- [Problem to work on]: All of the data must be output exactly, with every picture left out.

- [Records for the task]:

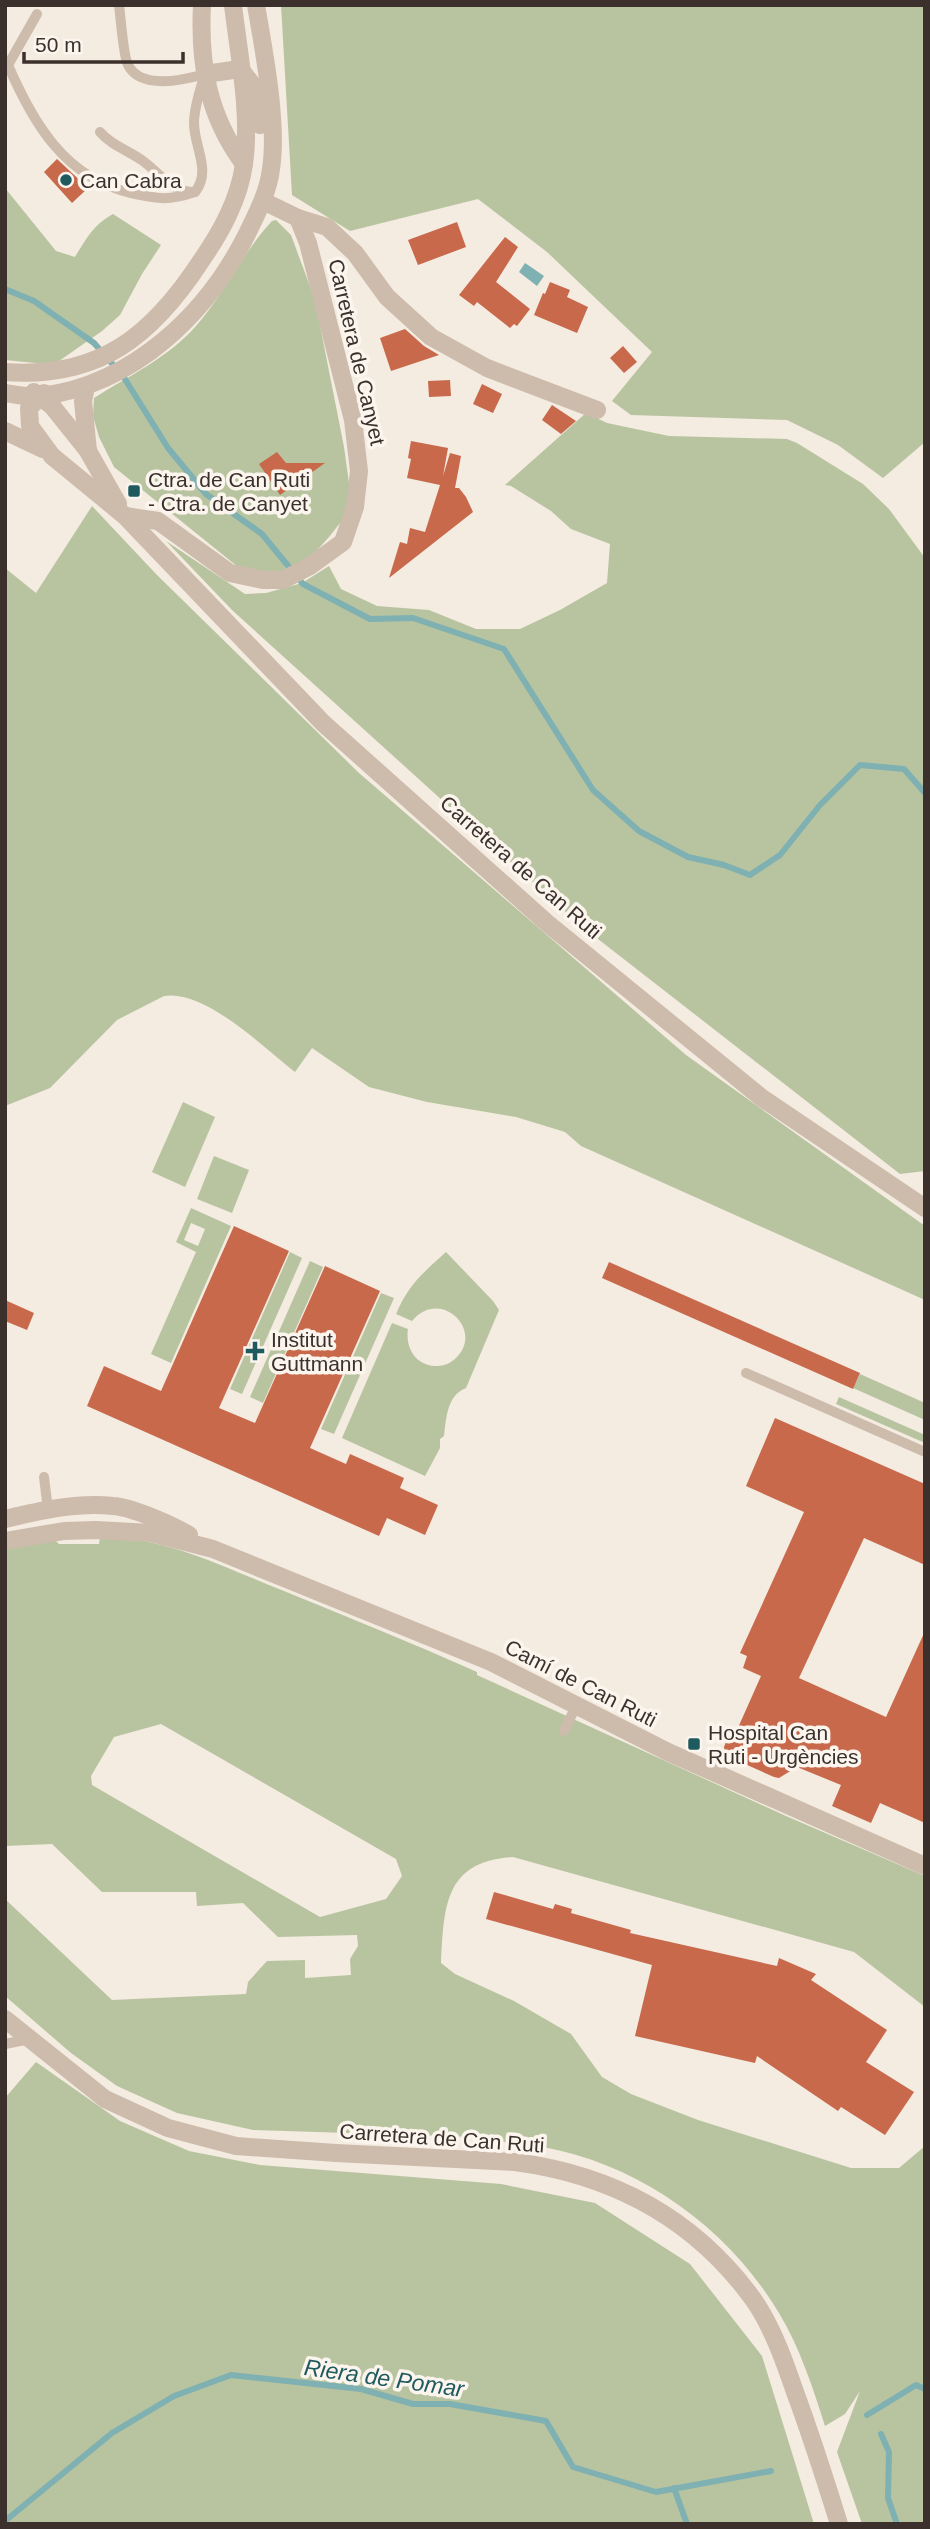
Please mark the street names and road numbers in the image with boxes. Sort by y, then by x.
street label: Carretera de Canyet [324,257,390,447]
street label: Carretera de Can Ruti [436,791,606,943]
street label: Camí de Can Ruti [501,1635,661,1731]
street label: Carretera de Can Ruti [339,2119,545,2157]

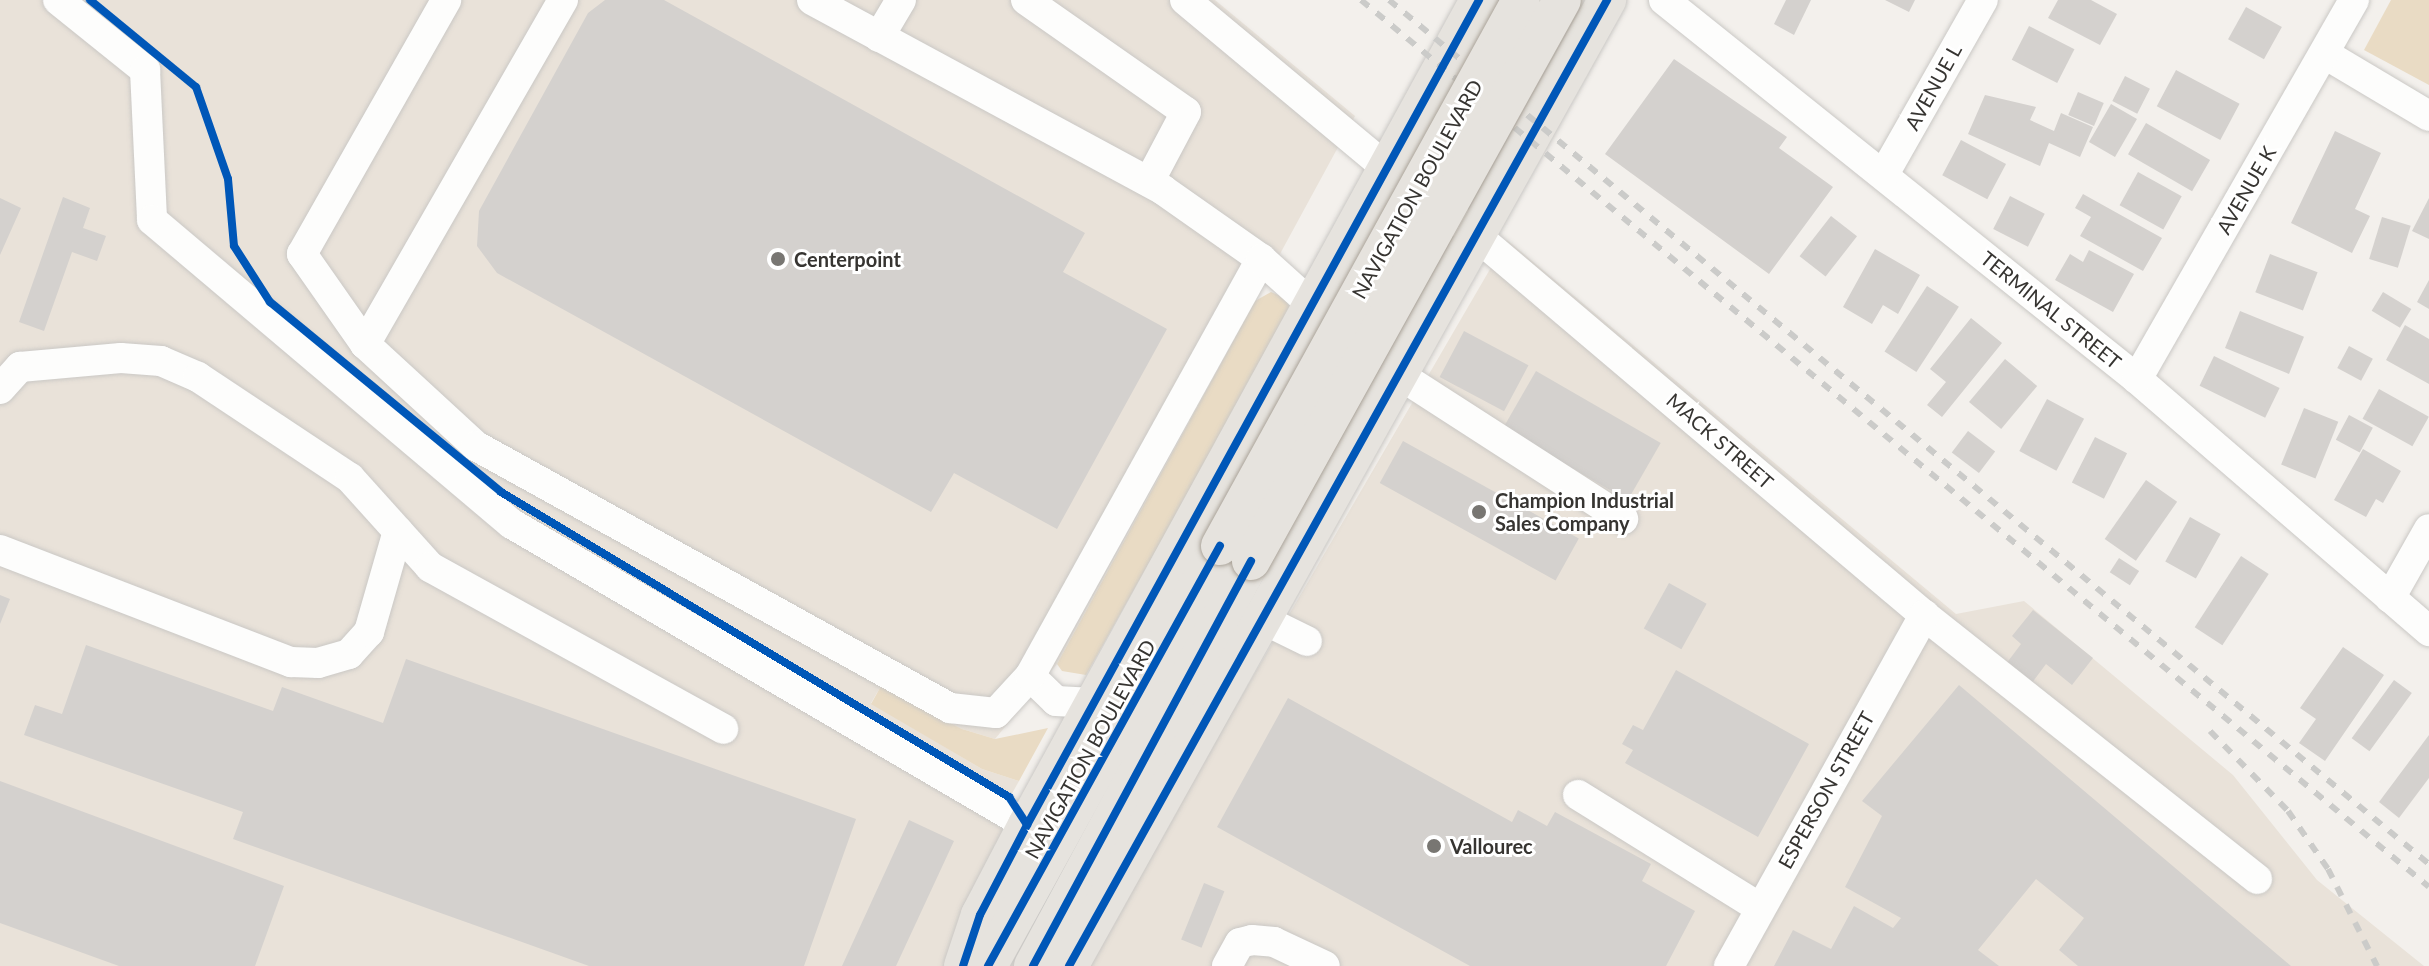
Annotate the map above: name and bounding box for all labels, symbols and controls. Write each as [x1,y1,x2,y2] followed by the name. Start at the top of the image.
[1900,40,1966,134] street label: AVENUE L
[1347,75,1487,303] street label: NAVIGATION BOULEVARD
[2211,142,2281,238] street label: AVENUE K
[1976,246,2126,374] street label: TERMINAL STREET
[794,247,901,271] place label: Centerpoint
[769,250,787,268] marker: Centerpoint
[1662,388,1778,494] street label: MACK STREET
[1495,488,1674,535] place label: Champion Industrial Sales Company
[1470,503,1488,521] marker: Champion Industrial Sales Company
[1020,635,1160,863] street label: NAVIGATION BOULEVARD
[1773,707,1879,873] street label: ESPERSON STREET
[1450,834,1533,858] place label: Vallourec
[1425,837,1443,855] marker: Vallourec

- [Response box]:
Please mark the street names and road numbers in the image with boxes. Sort by y, then by x.
street label: Carretera de Canyet [324,257,390,447]
street label: Carretera de Can Ruti [436,791,606,943]
street label: Camí de Can Ruti [501,1635,661,1731]
street label: Carretera de Can Ruti [339,2119,545,2157]

Annotate the map above: name and bounding box for all labels, symbols and controls. Write each as [x1,y1,x2,y2] followed by the name. Start at the top of the image.
[1900,40,1966,134] street label: AVENUE L
[1347,75,1487,303] street label: NAVIGATION BOULEVARD
[2211,142,2281,238] street label: AVENUE K
[1976,246,2126,374] street label: TERMINAL STREET
[794,247,901,271] place label: Centerpoint
[769,250,787,268] marker: Centerpoint
[1662,388,1778,494] street label: MACK STREET
[1495,488,1674,535] place label: Champion Industrial Sales Company
[1470,503,1488,521] marker: Champion Industrial Sales Company
[1020,635,1160,863] street label: NAVIGATION BOULEVARD
[1773,707,1879,873] street label: ESPERSON STREET
[1450,834,1533,858] place label: Vallourec
[1425,837,1443,855] marker: Vallourec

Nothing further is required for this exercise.